Thursday, 2 December 2010

Operator "or" in Python's regular expressions is not greedy

This is what I learned today:

>>> import re
>>> re.findall(r'(a|ab)', 'ab')
['a']

I always thought that regular expressions in Python are greedy, but it seems I was mistaken. From the Python manual (quite hidden, but still explicitly written):

'|'

A|B, where A and B can be arbitrary REs, creates a regular expression that will match either A or B. An arbitrary number of REs can be separated by the '|' in this way. [...] As the target string is scanned, REs separated by '|' are tried from left to right. When one pattern completely matches, that branch is accepted. This means that once A matches, B will not be tested further, even if it would produce a longer overall match. In other words, the '|' operator is never greedy.

This means that reversing the order of items in parentheses produces the desired effect:

>>> re.findall(r'(ab|a)', 'ab')
['ab']

So if you have a list of strings and you want to find all occurrences of strings in this list in a (potentially large) text, you could easily create a regular expression from them and use it for searching:

regexp = re.compile(
ur'(%s)' % u'|'.join(re.escape(name) for name in names),
re.UNICODE | re.MULTILINE)

The problem is that if you have two names, e.g. "John" and "John Smith" and "John" comes before "John Smith" in the names list, "John Smith" will never be found, only "John".

To fix this, you can sort names in reverse order based on their length:

names.sort(key=lambda n: len(n), reverse=True)

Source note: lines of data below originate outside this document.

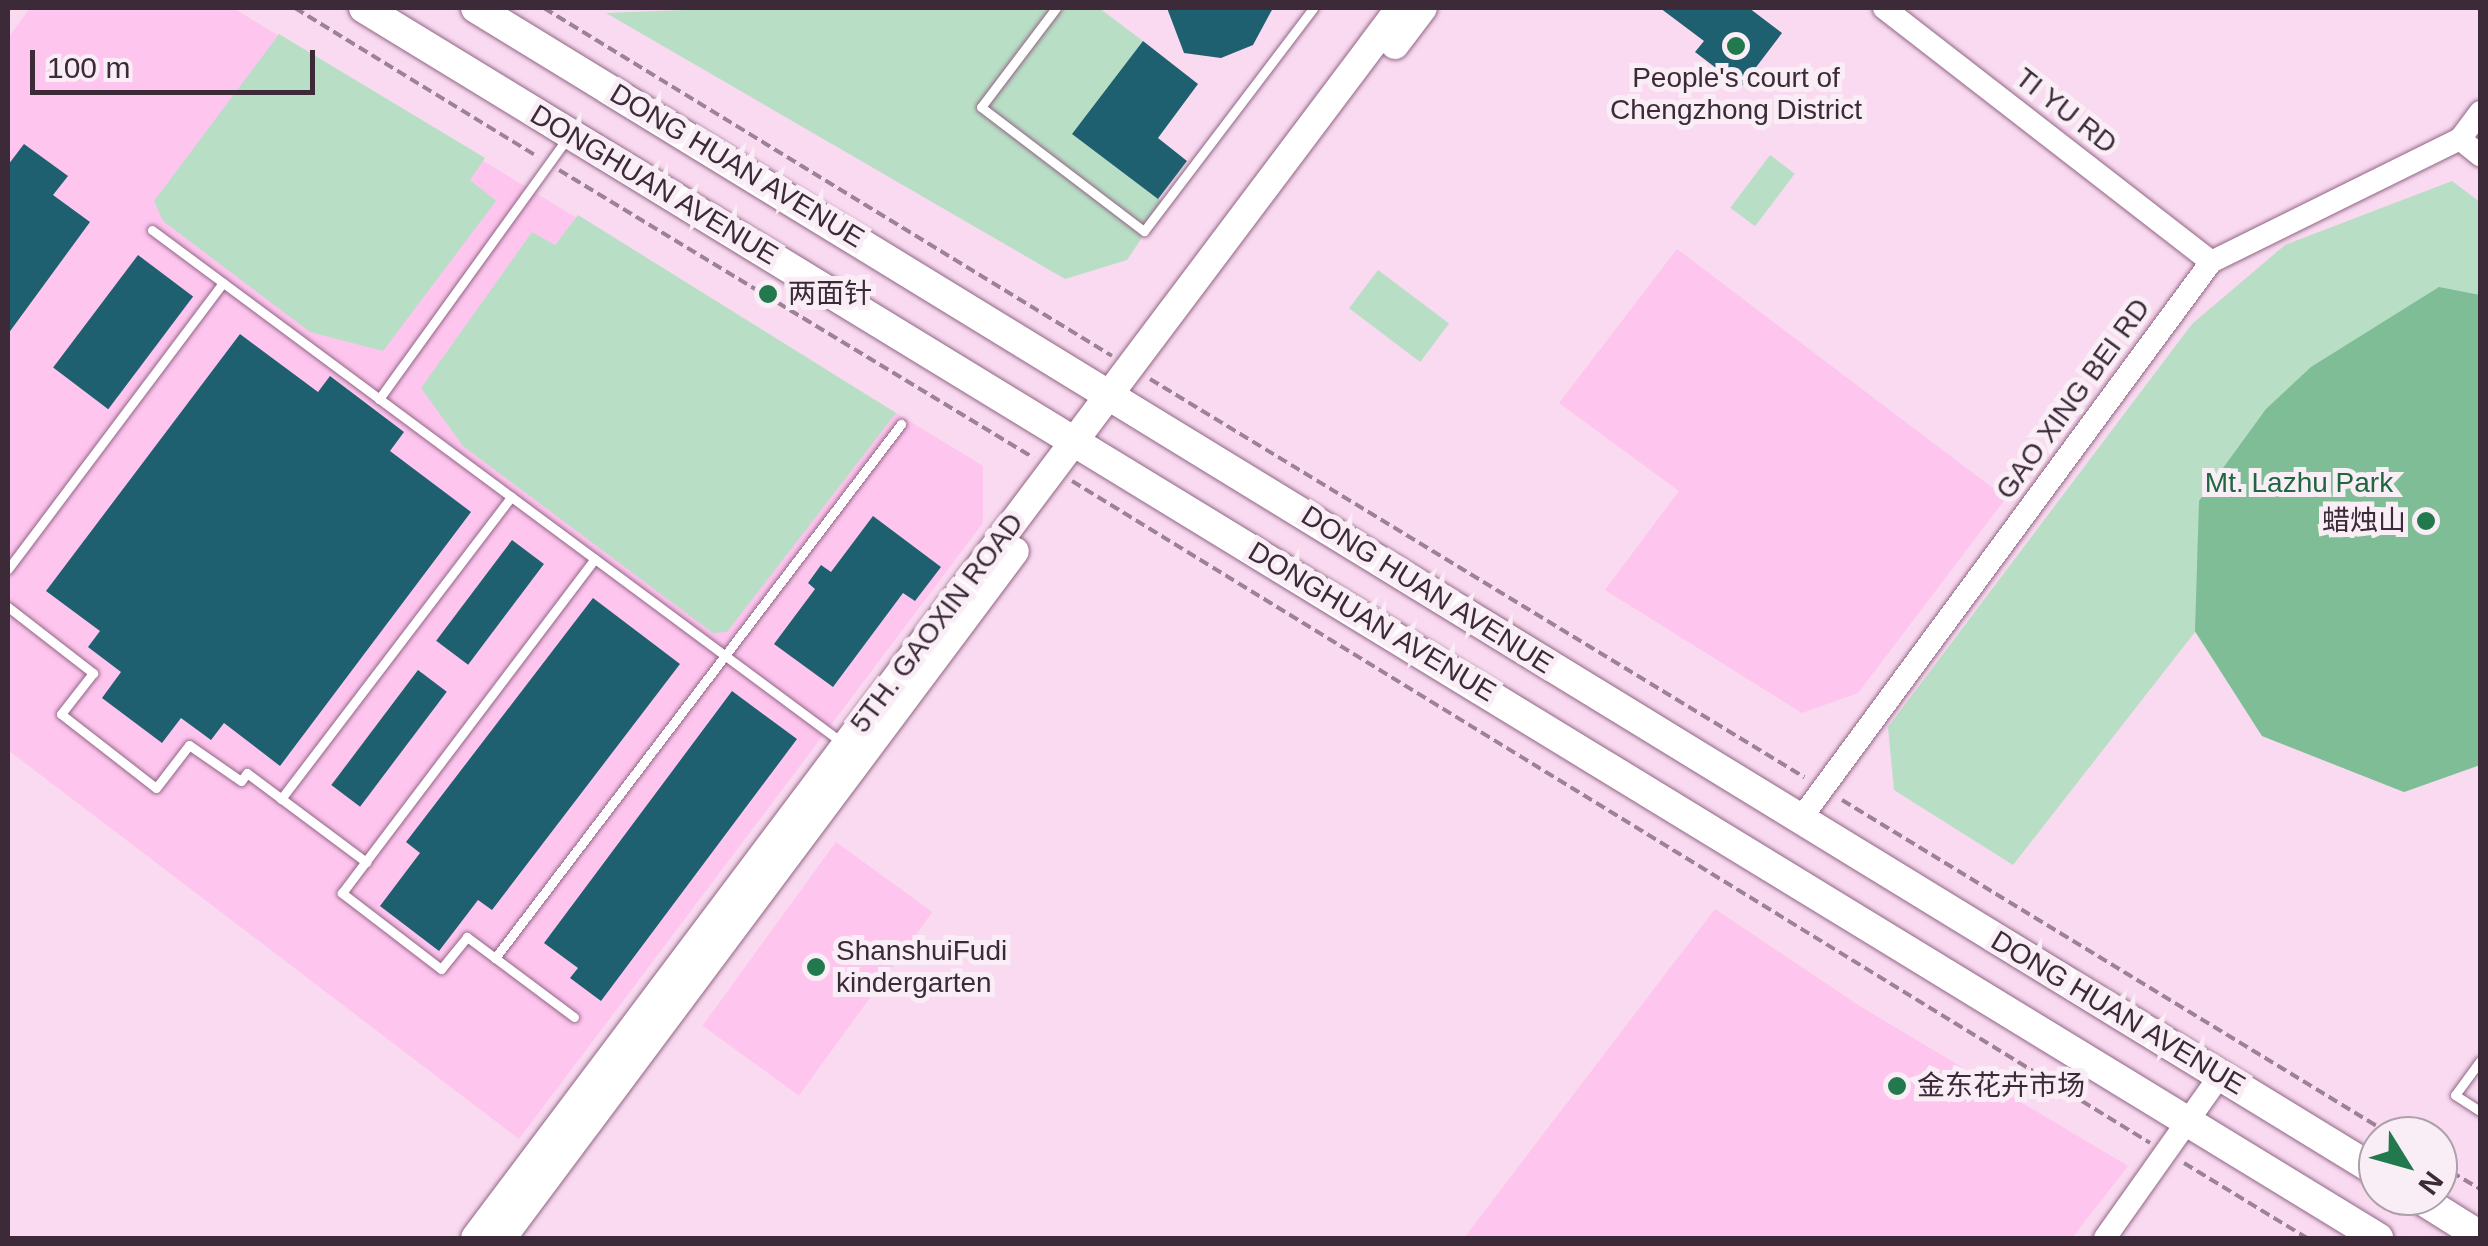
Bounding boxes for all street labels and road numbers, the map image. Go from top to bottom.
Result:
street label: TI YU RD [2008,61,2124,161]
street label: DONG HUAN AVENUE [603,76,871,256]
street label: DONGHUAN AVENUE [524,97,784,273]
street label: GAO XING BEI RD [1989,292,2157,506]
street label: DONG HUAN AVENUE [1294,498,1560,682]
street label: 5TH. GAOXIN ROAD [844,507,1030,739]
street label: DONGHUAN AVENUE [1242,534,1502,710]
street label: DONG HUAN AVENUE [1984,923,2252,1103]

This would work, but looks like a hack and anyway, regular expressions in the form (John|John Smith|...) could be improved. How about making a simple prefix tree and generating the regular expression from it? Like this one:

class PrefixTree(object):
'''
Prefix tree for generating optimal regular expressions.
'''
def __init__(self):
self.children = {}
self.terminal = False

def add(self, word):
if not word:
self.terminal = True
return
firstLetter, rest = word[0], word[1:]
if firstLetter not in self.children:
self.children[firstLetter] = PrefixTree()
self.children[firstLetter].add(rest)

def toRegex(self):
children = self._getRegexOfChildren()
if not self.terminal:
assert self.children
if self.terminal:
if children:
return '(%s)?' % children
else:
return ''
elif len(self.children) > 1:
return '(%s)' % children
else:
return children

def _getRegexOfChildren(self):
childkeys = sorted(self.children.keys())
return '|'.join(k + self.children[k].toRegex()
for k in childkeys)

Basic usage:

>>> pt = PrefixTree()
>>> pt.add('John')
>>> pt.add('John Smith')
>>> print pt.toRegex()
John( Smith)?

On a side note, regular expressions created from the prefix tree are twice as fast as the previous ones, created simply by joining all possible names.